— Try it —
Look through the records and copy every line in which "bottom" appears.

— Records provided —
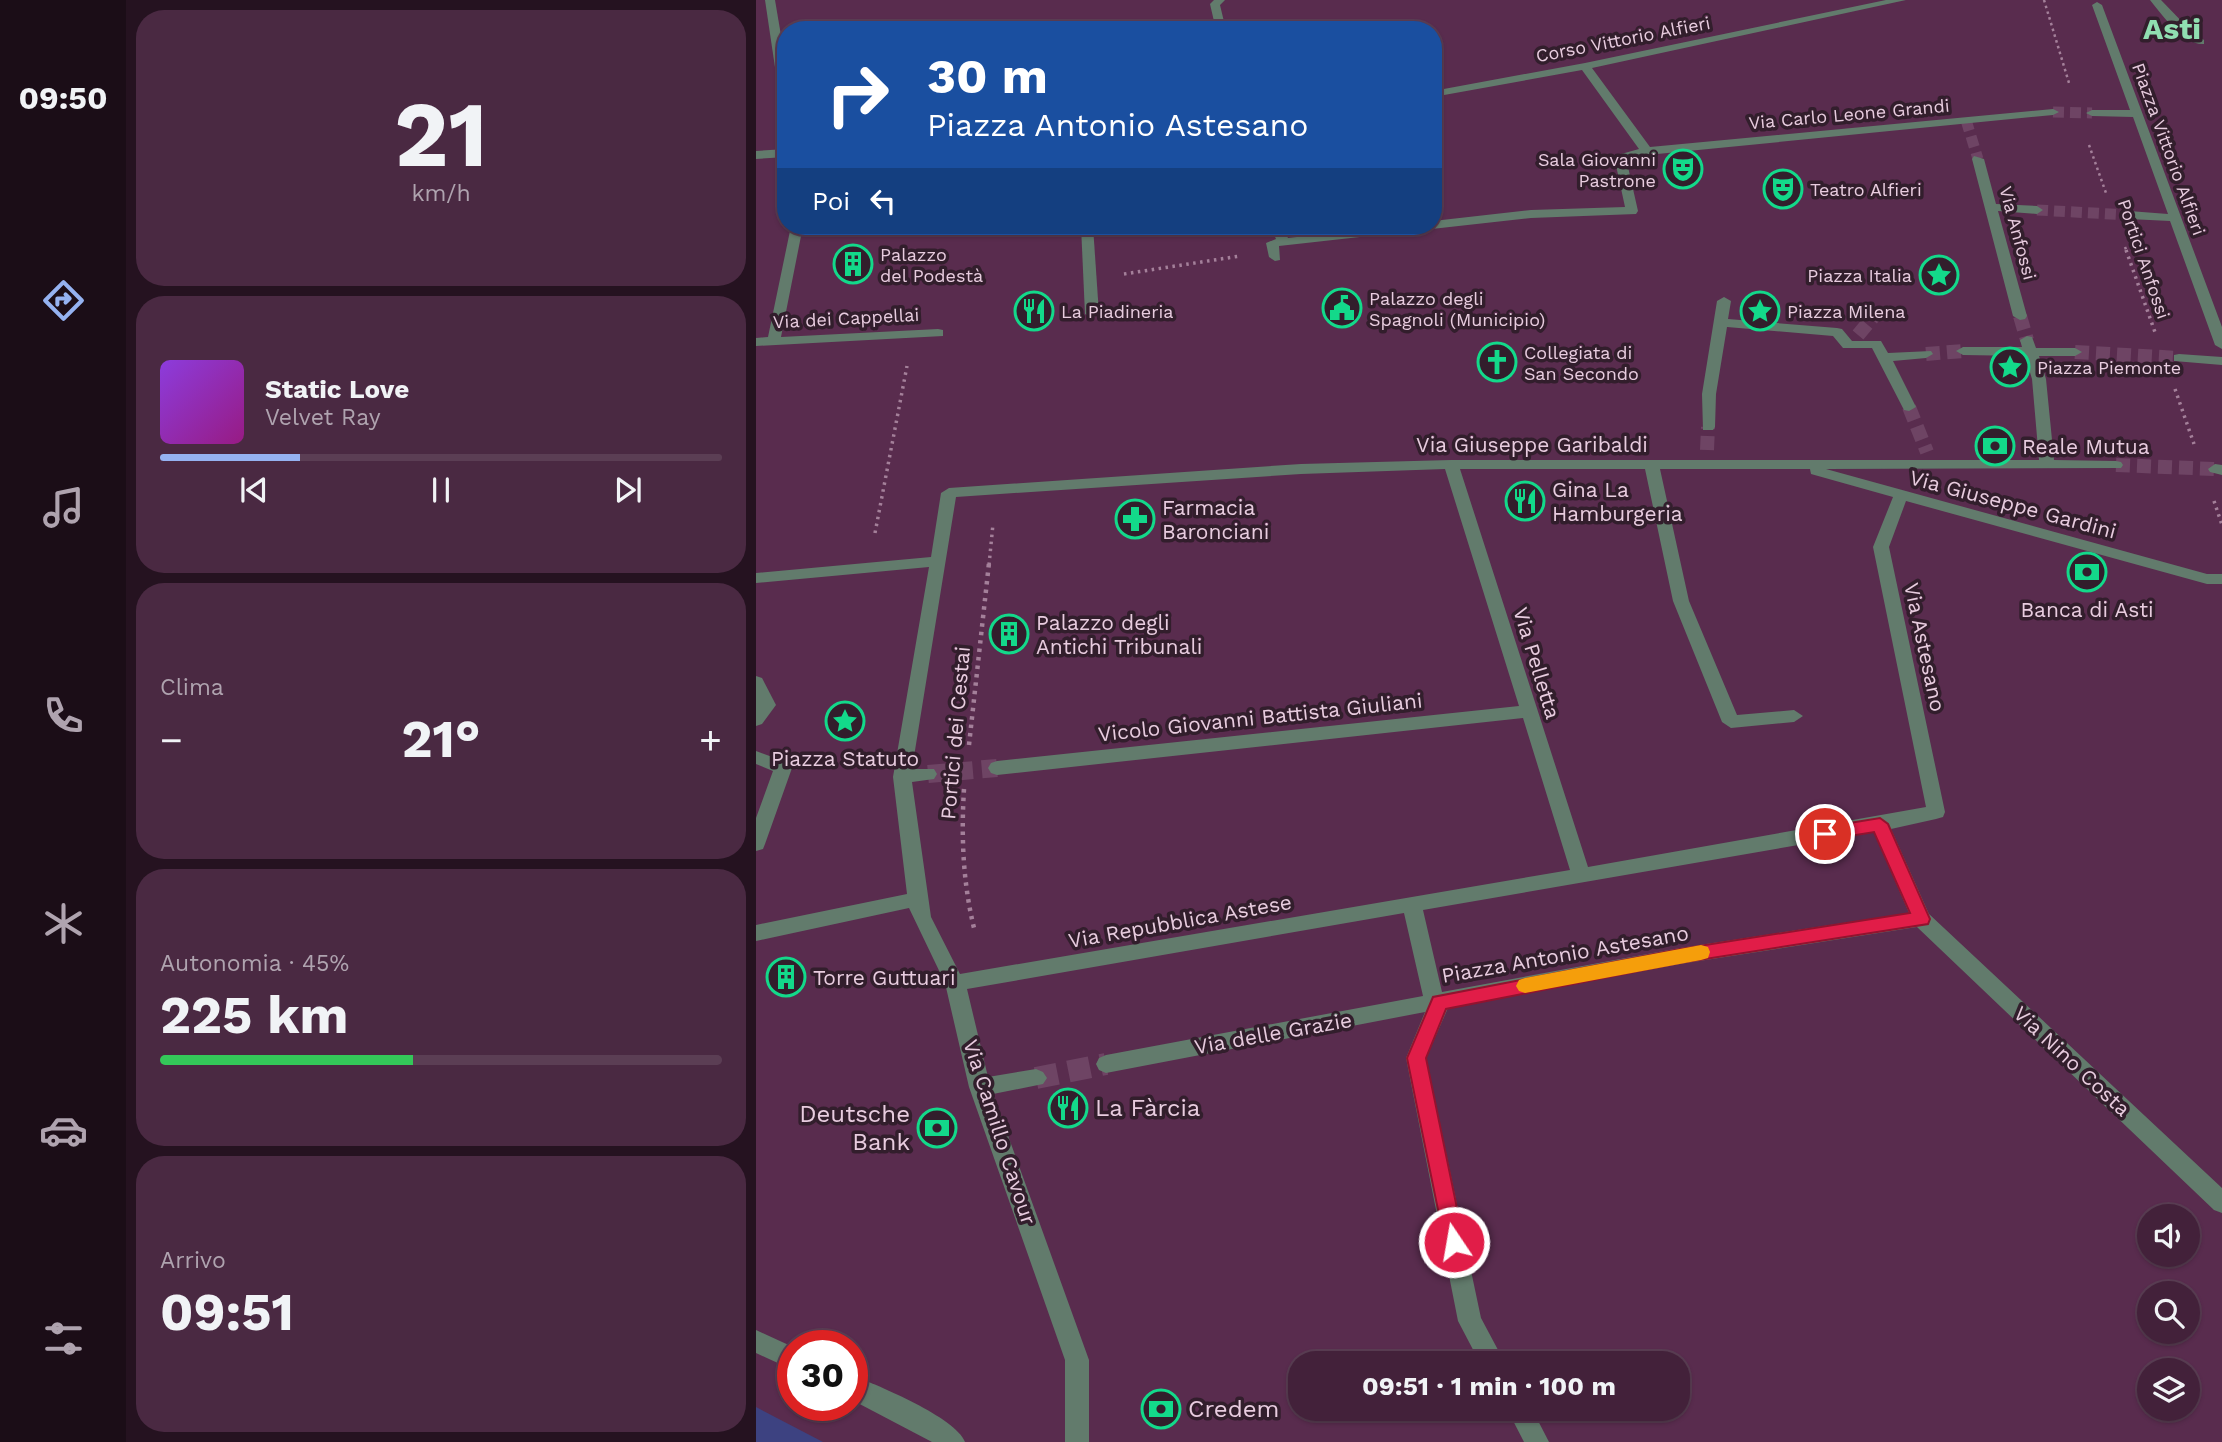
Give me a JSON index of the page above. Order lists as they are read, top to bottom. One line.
{"streets":{"street":["Corso Vittorio Alfieri","Via Carlo Leone Grandi","Piazza Vittorio Alfieri","Via Anfossi","Via dei Cappellai","Via Giuseppe Garibaldi","Via Giuseppe Gardini","Via Astesano","Via Pelletta","Vicolo Giovanni Battista Giuliani","Via Repubblica Astese","Piazza Antonio Astesano","Via delle Grazie","Via Nino Costa","Via Camillo Cavour"],"path":["Portici Anfossi","Portici dei Cestai"]},"crossings":[["Via Giuseppe Garibaldi","Via Giuseppe Gardini"],["Via Giuseppe Garibaldi","Via Pelletta"],["Via Giuseppe Garibaldi","Via Camillo Cavour"],["Via Giuseppe Gardini","Via Astesano"],["Via Pelletta","Vicolo Giovanni Battista Giuliani"],["Via Repubblica Astese","Piazza Antonio Astesano"],["Via Repubblica Astese","Via Camillo Cavour"],["Piazza Antonio Astesano","Via delle Grazie"],["Piazza Antonio Astesano","Via Nino Costa"]],"districts":["Asti"],"places":{"theatre":["Sala Giovanni Pastrone","Teatro Alfieri"],"building":["Palazzo del Podestà","Palazzo degli Antichi Tribunali","Torre Guttuari"],"place":["Piazza Italia","Piazza Milena","Piazza Piemonte","Piazza Statuto"],"public building":["Palazzo degli Spagnoli (Municipio)"],"restaurant":["La Piadineria","Gina La Hamburgeria","La Fàrcia"],"church":["Collegiata di San Secondo"],"bank":["Reale Mutua","Banca di Asti","Deutsche Bank","Credem"],"pharmacy":["Farmacia Baronciani"]},"page":{"tabs":"09:50","tile":[["21","km/h"],"Clima",["Autonomia · 45%","225 km"],["Arrivo","09:51"]],"turn":["30 m","Piazza Antonio Astesano"],"then":"Poi","song":["Static Love","Velvet Ray"],"heat":["−","21°","+"],"limit":"30","trip":"09:51 · 1 min · 100 m"}}
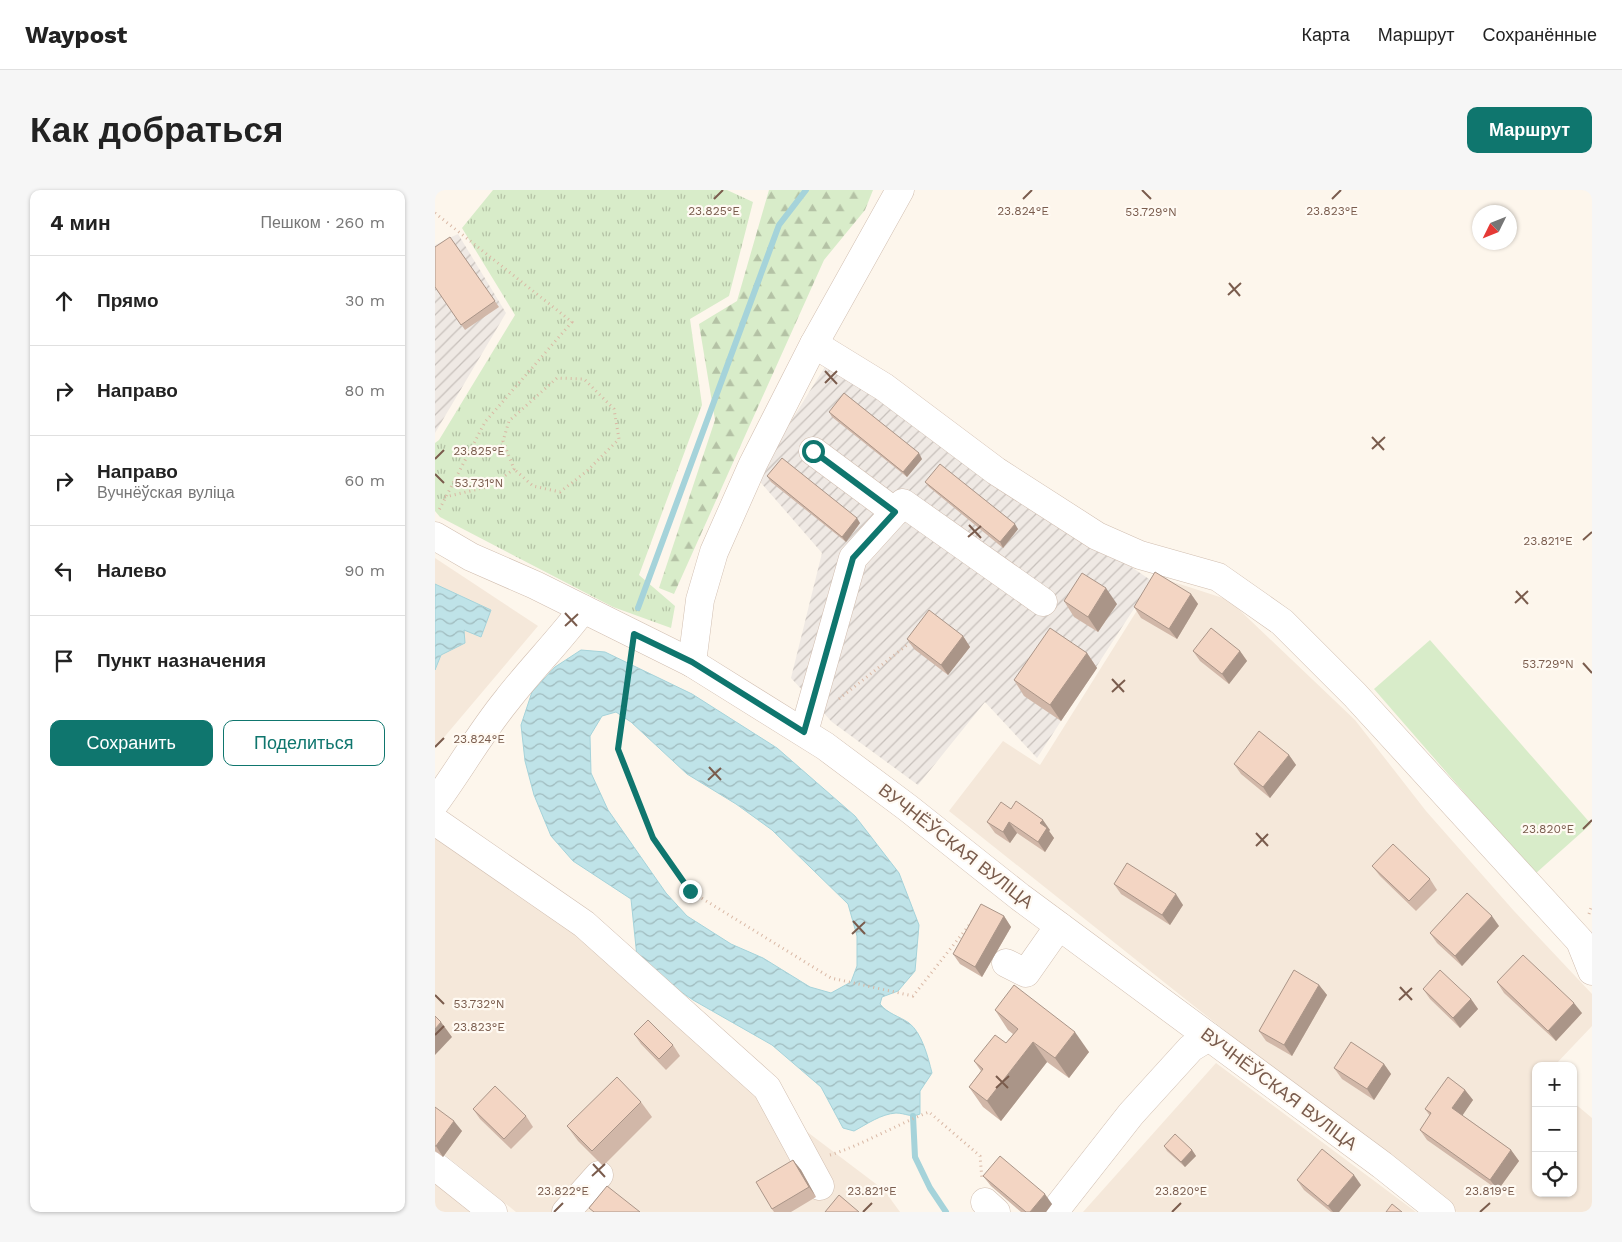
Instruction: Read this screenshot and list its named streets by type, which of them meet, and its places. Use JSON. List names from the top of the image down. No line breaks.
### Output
{"streets":{"street":["ВУЧНЁЎСКАЯ ВУЛІЦА"]},"north":"bottom left","page":{"header":"Waypost","nav":["Карта","Маршрут","Сохранённые"],"buttons":["Маршрут",["Сохранить","Поделиться"]],"title":"Как добраться","heading":["4 мин","Пешком · 260 m"],"list":[["Прямо","30 m"],["Направо","80 m"],["Направо","Вучнёўская вуліца","60 m"],["Налево","90 m"],"Пункт назначения"],"map_buttons":["+","−"]},"coordinates":["23.825°E","23.824°E","23.823°E","53.729°N","53.731°N","23.821°E","23.820°E","53.732°N","23.822°E","23.819°E"]}
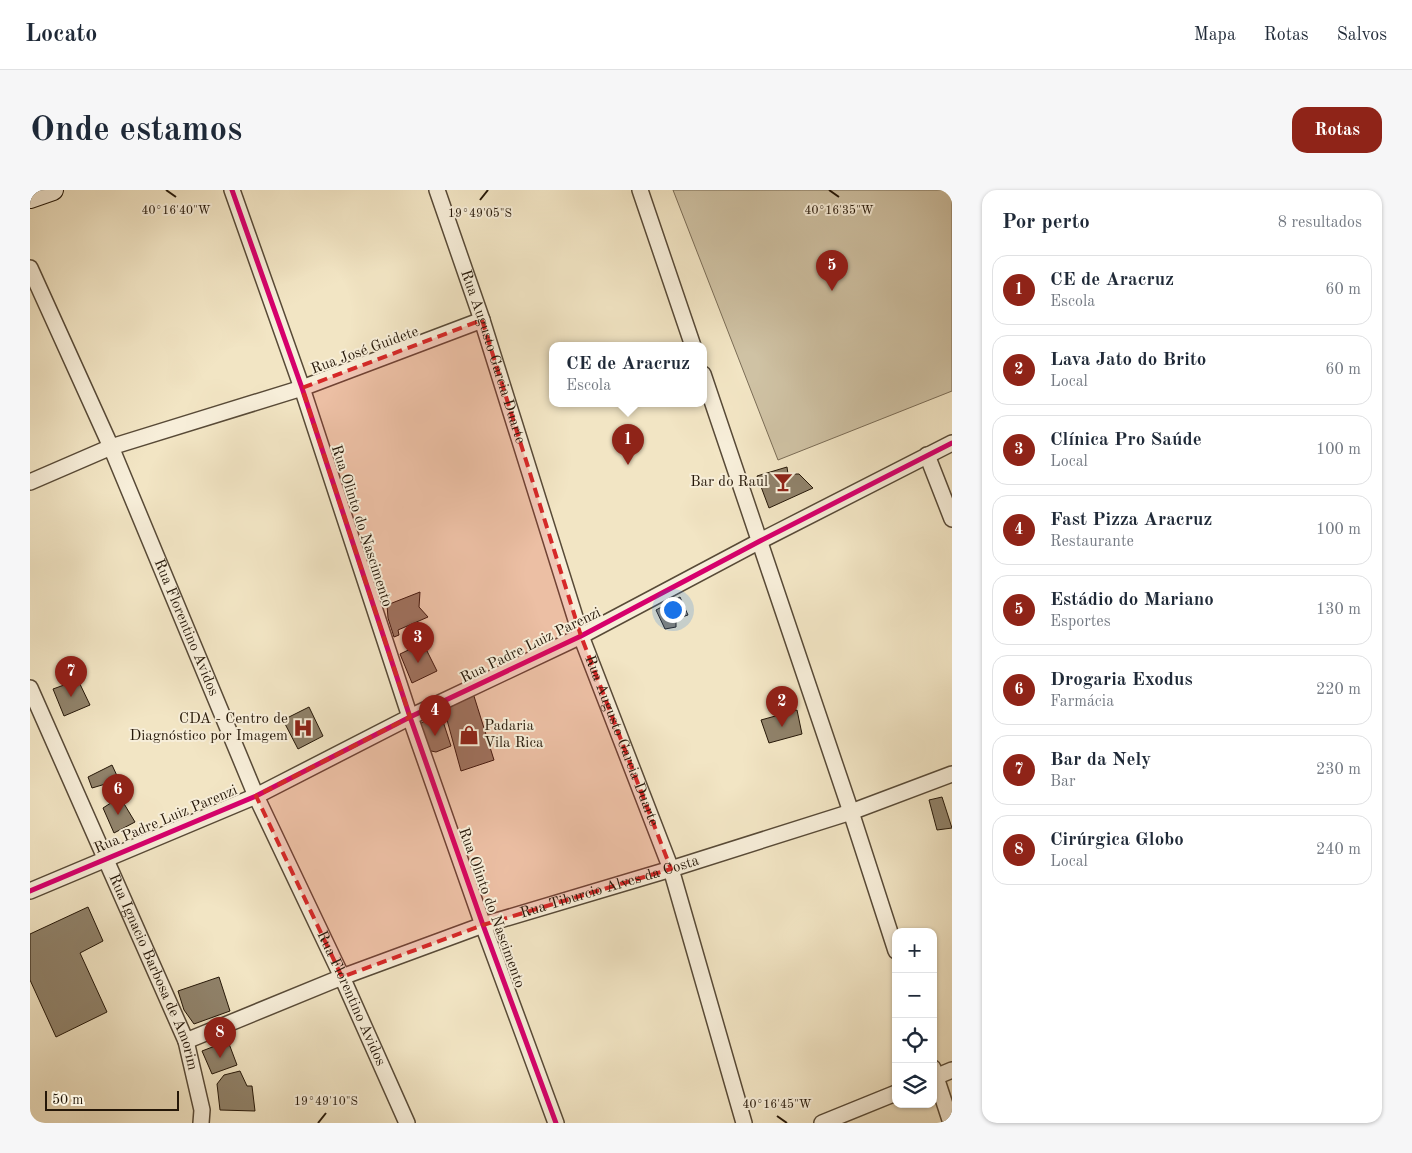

— Exercise answer —
Give me a JSON index of the page above. Order lists as they are read, top to bottom. One line.
{"streets":{"street":["ВУЧНЁЎСКАЯ ВУЛІЦА"]},"north":"bottom left","page":{"header":"Waypost","nav":["Карта","Маршрут","Сохранённые"],"buttons":["Маршрут",["Сохранить","Поделиться"]],"title":"Как добраться","heading":["4 мин","Пешком · 260 m"],"list":[["Прямо","30 m"],["Направо","80 m"],["Направо","Вучнёўская вуліца","60 m"],["Налево","90 m"],"Пункт назначения"],"map_buttons":["+","−"]},"coordinates":["23.825°E","23.824°E","23.823°E","53.729°N","53.731°N","23.821°E","23.820°E","53.732°N","23.822°E","23.819°E"]}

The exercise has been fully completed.